StringRegExp Hilfe

AutoIt 3 RegExpression Remarks

Regular expression notation is a compact way of specifying a pattern for strings that can be searched. Regular expressions are character strings in which plain text characters indicate what text should exist in the target string, and a some characters are given special meanings to indicate what variability is allowed in the target string. AutoIt regular expressions are normally case-sensitive.

Regular expressions are constructed of one or more of the following simple regular expression specifiers. If the character is not in the following table, then it will match only itself.

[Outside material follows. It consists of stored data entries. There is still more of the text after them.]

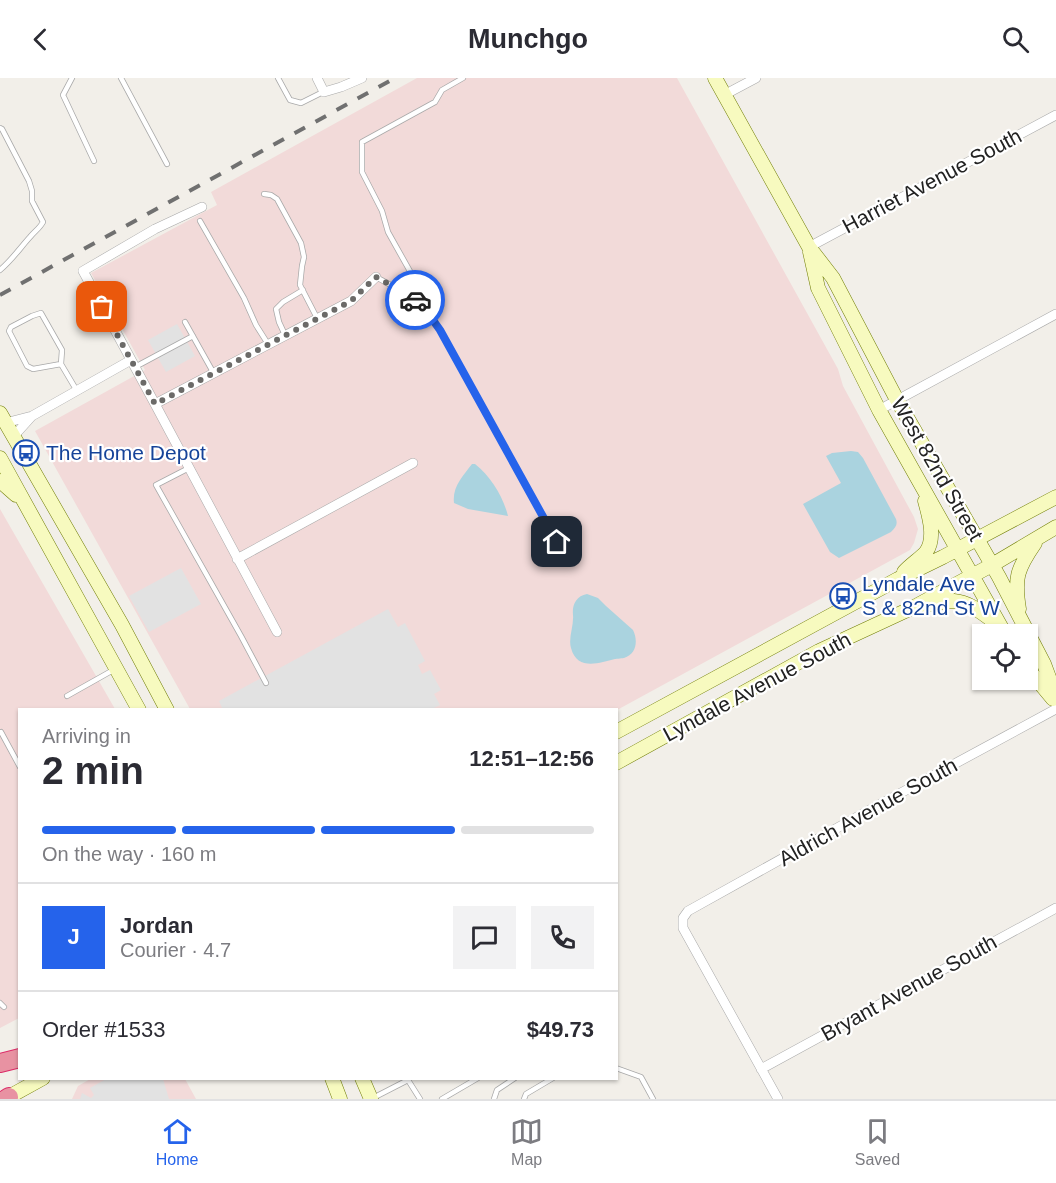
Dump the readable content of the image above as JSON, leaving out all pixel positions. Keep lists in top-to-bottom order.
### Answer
{
  "streets": {
    "main road": ["West 82nd Street", "Lyndale Avenue South"],
    "street": ["Harriet Avenue South", "Aldrich Avenue South", "Bryant Avenue South"]
  },
  "crossings": [
    ["Harriet Avenue South", "West 82nd Street"],
    ["West 82nd Street", "Lyndale Avenue South"],
    ["Aldrich Avenue South", "Bryant Avenue South"]
  ],
  "places": {
    "bus stop": ["The Home Depot", "Lyndale Ave S & 82nd St W"]
  },
  "page": {
    "header": "Munchgo",
    "heading": ["2 min", "Arriving in", "12:51–12:56"],
    "panel": [
      "Jordan",
      "Courier · 4.7",
      "Order #1533",
      "$49.73"
    ],
    "bar": "On the way · 160 m",
    "round": "J",
    "tabs": ["Home", "Map", "Saved"]
  }
}
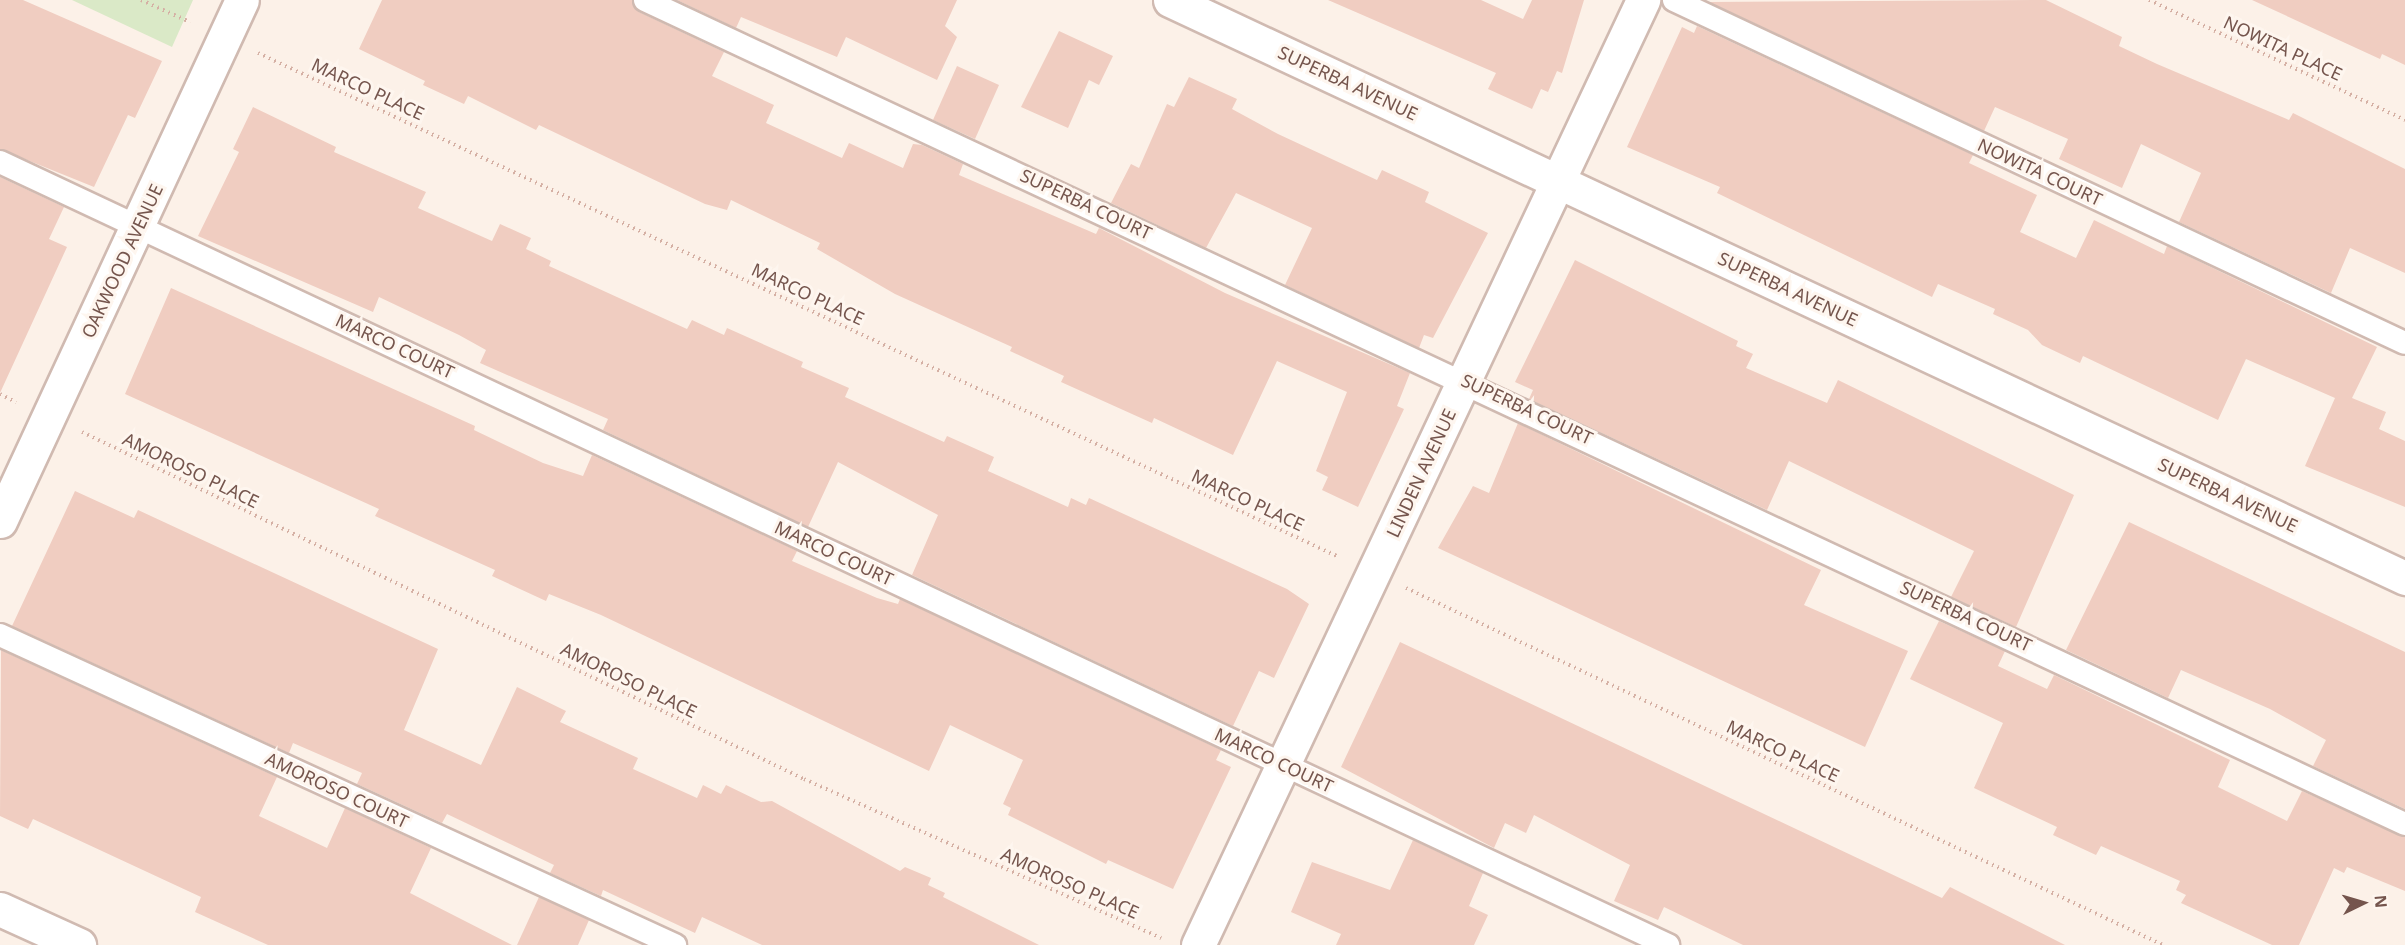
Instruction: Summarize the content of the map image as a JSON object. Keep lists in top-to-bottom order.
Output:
{
  "streets": {
    "street": ["SUPERBA AVENUE", "OAKWOOD AVENUE", "LINDEN AVENUE"],
    "lane": [
      "NOWITA COURT",
      "SUPERBA COURT",
      "MARCO COURT",
      "AMOROSO COURT"
    ],
    "path": ["NOWITA PLACE", "MARCO PLACE", "AMOROSO PLACE"]
  },
  "crossings": [
    ["SUPERBA AVENUE", "LINDEN AVENUE"],
    ["SUPERBA COURT", "LINDEN AVENUE"],
    ["OAKWOOD AVENUE", "MARCO COURT"],
    ["MARCO COURT", "LINDEN AVENUE"],
    ["AMOROSO PLACE", "LINDEN AVENUE"]
  ],
  "north": "right"
}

Repeating characters (*, +, ?, {...} ) will try to match the largest set possible, which allows the following characters to match as well, unless followed immediately by a question mark; then it will find the smallest pattern that allows the following characters to match as well.

Nested groups are allowed, but keep in mind that all the groups, except non-capturing groups, assign to the returned array, with the outer groups assigning after the inner groups.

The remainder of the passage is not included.